- [ASSIGNMENT]: Go through the entries below line by line and count those containing "relative"; the answer is that count alone.

- [PROVIDED DATA]:
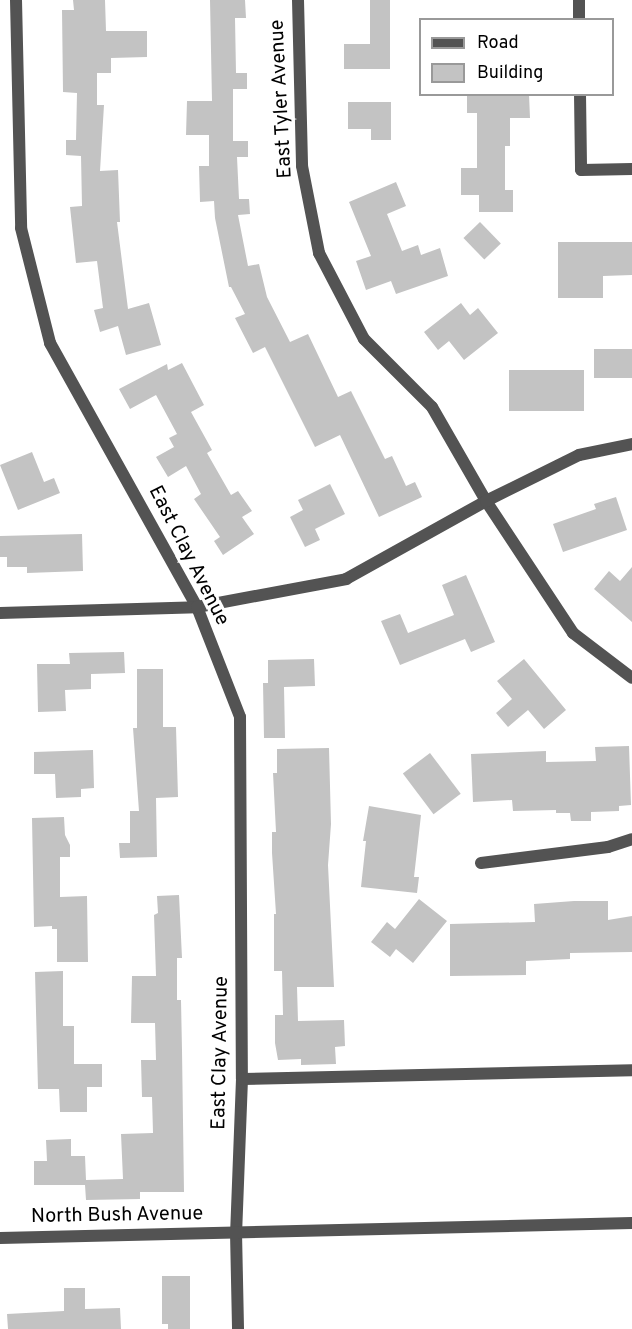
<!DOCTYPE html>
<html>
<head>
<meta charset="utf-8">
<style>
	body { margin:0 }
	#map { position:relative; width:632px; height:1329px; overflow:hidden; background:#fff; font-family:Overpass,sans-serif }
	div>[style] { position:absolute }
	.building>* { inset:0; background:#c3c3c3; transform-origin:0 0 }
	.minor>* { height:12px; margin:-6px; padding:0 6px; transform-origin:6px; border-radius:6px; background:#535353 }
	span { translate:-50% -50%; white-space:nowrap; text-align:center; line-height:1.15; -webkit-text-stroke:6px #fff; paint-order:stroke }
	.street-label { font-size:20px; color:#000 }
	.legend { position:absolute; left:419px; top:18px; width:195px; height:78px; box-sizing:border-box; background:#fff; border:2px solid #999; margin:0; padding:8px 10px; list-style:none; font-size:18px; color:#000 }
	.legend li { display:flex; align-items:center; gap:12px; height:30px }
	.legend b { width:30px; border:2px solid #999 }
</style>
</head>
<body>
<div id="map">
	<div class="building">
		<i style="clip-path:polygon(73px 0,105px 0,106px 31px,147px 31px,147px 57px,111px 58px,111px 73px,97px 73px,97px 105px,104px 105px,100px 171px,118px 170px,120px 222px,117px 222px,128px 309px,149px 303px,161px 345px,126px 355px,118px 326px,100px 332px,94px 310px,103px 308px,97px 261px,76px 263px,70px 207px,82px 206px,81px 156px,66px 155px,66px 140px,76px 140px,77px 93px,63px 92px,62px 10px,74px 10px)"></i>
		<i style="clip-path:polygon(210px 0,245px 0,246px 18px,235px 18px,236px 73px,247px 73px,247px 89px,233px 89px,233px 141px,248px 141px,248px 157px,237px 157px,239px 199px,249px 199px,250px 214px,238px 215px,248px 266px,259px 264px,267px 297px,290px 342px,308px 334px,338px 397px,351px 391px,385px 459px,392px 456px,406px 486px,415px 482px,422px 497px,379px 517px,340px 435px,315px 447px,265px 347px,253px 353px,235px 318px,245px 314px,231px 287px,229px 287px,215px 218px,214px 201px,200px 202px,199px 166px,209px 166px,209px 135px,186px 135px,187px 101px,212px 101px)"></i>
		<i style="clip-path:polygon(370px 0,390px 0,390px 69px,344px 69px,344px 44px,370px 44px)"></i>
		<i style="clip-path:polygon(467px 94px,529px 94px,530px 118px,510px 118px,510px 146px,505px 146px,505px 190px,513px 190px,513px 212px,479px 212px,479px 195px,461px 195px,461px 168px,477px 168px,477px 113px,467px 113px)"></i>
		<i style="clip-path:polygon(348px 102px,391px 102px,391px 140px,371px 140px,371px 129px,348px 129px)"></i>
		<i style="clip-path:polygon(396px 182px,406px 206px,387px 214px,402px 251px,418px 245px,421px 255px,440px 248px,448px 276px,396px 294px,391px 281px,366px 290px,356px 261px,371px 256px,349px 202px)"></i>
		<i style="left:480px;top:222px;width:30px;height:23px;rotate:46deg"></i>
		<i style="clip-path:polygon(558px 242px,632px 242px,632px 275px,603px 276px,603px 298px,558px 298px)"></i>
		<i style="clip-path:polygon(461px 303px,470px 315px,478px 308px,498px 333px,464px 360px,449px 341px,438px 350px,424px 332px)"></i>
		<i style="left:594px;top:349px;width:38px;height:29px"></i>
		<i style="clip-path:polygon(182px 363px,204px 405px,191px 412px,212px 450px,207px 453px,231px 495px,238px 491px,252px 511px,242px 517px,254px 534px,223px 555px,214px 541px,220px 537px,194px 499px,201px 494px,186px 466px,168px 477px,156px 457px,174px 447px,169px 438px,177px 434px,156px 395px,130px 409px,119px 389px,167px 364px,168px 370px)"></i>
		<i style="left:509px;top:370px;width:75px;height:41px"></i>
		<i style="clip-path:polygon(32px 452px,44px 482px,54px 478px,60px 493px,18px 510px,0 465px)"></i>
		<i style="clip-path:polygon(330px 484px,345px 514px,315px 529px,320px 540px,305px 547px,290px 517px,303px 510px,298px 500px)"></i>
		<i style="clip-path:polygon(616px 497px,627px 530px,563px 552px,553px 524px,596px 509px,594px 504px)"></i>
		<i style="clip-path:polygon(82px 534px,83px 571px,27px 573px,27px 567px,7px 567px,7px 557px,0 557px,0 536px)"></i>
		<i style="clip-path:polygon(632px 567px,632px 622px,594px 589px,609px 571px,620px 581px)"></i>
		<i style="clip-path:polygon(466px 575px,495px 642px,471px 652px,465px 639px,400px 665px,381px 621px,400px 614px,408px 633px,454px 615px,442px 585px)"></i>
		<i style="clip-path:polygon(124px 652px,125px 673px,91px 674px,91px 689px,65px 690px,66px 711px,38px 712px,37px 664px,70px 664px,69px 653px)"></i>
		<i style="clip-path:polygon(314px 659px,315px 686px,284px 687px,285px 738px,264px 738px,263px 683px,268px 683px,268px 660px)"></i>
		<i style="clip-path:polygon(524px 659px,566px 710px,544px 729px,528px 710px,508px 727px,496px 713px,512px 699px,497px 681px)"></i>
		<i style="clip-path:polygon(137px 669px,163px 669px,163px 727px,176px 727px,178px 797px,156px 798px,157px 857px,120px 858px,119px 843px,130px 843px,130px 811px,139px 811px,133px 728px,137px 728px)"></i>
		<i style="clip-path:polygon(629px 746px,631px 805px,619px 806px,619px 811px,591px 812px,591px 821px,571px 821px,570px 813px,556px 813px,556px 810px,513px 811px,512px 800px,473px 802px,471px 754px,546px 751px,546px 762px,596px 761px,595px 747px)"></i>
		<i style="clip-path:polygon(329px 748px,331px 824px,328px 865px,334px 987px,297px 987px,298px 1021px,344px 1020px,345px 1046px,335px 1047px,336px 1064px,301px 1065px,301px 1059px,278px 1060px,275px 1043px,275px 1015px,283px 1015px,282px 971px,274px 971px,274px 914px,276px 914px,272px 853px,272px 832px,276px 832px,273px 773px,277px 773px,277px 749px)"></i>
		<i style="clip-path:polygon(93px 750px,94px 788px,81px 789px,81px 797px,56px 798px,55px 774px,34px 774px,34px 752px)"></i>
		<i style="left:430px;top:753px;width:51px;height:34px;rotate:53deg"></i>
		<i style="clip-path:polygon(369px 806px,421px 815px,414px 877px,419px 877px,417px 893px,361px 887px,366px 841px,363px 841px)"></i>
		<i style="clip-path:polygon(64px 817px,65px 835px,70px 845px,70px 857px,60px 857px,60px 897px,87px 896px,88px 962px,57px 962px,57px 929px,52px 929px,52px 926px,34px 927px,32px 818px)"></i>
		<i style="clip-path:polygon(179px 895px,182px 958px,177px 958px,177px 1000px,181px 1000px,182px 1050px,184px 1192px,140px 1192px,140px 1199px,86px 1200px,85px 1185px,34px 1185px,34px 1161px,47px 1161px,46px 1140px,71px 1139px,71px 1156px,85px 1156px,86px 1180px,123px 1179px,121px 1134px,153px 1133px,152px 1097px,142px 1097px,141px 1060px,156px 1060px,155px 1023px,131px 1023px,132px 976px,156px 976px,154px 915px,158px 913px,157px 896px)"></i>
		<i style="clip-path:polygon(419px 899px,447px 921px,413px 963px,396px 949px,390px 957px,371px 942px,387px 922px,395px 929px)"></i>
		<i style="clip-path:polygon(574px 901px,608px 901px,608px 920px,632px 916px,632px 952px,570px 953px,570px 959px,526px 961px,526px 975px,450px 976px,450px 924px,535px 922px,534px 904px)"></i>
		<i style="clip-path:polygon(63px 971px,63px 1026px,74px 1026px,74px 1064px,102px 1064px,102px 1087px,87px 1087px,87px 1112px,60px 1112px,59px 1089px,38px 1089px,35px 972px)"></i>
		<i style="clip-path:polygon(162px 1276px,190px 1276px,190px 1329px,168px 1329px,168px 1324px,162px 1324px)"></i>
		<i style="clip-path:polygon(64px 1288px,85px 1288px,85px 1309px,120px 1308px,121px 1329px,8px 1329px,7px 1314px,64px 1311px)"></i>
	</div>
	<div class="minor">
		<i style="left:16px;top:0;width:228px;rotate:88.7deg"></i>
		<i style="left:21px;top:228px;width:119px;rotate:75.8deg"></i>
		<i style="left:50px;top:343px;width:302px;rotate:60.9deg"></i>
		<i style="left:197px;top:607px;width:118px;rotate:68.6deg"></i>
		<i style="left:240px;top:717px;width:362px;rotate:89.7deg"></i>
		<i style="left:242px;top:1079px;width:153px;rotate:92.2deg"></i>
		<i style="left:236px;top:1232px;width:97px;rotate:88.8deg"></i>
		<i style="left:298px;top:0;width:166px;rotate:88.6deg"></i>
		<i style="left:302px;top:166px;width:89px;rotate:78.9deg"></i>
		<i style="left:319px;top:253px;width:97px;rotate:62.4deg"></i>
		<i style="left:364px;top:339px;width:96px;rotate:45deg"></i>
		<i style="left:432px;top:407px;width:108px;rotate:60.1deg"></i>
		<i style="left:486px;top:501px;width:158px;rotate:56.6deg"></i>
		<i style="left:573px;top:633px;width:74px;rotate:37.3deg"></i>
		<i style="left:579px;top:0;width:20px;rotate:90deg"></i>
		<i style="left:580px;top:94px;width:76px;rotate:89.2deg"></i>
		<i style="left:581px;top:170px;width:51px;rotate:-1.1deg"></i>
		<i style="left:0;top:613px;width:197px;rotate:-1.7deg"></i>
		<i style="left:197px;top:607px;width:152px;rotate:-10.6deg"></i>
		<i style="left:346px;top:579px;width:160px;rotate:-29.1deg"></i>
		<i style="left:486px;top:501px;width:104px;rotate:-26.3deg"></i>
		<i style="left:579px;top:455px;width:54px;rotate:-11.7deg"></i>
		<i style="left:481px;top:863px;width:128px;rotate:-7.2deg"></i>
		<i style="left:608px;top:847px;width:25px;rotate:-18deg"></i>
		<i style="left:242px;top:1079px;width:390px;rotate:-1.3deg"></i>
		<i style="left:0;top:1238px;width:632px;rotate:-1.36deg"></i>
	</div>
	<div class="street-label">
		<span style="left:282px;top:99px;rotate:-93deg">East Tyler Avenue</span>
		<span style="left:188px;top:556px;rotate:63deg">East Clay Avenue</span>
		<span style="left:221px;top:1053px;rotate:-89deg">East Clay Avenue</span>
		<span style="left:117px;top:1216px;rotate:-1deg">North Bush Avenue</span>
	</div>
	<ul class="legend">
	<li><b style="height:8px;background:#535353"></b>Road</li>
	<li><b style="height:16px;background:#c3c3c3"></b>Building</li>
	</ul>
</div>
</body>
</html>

...

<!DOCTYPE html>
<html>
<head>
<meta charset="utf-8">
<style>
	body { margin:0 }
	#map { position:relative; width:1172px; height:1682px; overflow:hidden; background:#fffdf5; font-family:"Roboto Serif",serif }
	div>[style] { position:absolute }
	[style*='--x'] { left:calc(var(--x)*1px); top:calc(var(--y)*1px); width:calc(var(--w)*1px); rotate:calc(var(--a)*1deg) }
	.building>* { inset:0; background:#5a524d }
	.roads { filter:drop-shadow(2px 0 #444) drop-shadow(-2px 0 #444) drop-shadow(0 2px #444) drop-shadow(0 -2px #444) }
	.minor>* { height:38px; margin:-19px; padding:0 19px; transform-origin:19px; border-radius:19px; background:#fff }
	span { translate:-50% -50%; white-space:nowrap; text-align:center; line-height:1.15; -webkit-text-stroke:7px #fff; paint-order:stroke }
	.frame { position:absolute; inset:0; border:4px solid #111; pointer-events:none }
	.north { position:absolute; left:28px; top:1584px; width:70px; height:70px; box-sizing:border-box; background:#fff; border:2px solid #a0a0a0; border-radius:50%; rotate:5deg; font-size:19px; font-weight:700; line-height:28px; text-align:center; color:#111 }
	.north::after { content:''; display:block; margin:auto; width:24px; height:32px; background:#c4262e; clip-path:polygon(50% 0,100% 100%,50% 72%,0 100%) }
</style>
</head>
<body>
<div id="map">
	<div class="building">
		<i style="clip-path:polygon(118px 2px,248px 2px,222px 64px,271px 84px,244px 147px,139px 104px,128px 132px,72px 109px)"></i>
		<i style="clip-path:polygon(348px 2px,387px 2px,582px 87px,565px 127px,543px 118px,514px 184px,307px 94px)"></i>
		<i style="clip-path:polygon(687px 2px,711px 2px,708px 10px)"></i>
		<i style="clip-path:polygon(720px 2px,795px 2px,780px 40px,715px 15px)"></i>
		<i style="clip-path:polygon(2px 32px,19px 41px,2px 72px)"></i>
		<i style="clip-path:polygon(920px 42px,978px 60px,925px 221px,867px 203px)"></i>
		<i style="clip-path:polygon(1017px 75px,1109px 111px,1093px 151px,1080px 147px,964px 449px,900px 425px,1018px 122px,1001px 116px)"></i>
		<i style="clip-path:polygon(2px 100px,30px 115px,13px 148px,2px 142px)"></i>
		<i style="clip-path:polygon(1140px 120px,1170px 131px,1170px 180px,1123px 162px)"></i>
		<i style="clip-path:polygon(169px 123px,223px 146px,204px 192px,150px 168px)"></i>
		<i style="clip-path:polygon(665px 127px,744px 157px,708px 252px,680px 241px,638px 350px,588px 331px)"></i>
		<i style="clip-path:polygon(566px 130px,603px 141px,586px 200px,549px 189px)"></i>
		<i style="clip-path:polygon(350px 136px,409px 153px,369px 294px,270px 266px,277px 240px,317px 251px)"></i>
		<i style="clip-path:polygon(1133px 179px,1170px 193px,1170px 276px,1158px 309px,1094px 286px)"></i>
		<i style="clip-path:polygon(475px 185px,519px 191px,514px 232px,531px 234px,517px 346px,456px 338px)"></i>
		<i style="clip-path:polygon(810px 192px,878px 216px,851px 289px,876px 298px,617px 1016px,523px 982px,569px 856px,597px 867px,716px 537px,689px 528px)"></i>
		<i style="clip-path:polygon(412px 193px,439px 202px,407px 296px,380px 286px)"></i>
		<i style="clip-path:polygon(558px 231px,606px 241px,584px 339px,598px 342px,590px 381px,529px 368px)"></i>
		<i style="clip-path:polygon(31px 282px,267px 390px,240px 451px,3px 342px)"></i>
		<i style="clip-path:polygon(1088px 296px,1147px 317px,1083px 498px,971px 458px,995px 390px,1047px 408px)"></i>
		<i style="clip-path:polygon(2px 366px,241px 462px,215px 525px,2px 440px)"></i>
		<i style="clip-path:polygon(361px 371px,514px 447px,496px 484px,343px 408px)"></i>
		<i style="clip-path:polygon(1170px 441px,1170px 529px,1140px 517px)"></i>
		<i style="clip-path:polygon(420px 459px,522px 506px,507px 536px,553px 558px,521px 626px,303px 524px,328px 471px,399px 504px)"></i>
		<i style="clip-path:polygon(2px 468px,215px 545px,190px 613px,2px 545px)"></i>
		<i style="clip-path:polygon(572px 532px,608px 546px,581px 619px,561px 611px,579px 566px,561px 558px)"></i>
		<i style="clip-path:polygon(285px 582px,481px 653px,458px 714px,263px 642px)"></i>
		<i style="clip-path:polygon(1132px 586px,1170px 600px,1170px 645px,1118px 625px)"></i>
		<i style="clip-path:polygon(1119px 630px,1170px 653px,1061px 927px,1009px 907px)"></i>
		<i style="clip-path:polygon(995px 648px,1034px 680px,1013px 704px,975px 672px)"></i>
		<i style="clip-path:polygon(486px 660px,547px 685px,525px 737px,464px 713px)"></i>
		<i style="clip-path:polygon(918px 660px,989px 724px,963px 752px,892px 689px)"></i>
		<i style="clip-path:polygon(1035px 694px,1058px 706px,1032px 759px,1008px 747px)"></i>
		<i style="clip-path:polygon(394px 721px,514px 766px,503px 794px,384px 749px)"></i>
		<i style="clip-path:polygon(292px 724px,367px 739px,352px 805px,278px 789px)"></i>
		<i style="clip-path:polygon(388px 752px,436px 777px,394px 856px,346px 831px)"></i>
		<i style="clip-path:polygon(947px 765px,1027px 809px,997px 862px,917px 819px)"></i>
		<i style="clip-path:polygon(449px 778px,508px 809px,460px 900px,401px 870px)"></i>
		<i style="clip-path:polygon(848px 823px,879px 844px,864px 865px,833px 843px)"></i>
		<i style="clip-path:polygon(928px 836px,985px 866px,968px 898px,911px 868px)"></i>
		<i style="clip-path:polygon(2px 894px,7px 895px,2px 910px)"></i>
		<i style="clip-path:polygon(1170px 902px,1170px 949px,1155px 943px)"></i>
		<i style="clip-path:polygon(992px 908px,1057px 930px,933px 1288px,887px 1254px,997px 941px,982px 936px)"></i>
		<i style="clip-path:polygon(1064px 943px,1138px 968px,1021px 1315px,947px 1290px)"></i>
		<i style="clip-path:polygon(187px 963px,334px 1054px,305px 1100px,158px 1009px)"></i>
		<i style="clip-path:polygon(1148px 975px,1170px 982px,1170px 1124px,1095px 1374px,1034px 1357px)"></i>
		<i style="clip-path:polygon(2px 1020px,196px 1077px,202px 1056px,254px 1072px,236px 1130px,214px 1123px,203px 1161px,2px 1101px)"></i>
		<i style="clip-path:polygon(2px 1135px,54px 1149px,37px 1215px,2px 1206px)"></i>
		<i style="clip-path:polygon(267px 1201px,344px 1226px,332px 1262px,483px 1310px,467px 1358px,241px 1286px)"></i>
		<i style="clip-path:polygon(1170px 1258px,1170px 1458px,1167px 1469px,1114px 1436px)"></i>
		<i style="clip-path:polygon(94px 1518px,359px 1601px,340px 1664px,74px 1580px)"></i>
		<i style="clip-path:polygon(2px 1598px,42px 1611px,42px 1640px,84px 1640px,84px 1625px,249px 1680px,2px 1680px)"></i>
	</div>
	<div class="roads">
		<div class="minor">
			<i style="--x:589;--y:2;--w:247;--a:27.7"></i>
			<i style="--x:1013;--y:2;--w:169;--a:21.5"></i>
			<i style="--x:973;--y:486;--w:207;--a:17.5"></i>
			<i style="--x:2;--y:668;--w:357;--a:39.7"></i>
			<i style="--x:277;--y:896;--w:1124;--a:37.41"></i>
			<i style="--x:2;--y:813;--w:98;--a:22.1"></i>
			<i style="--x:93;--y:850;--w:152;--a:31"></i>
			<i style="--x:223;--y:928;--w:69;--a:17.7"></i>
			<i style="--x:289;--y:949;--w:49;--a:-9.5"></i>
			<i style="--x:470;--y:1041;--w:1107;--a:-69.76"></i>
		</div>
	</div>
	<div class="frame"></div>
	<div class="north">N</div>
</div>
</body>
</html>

- [ANSWER TO THIS TASK]: 2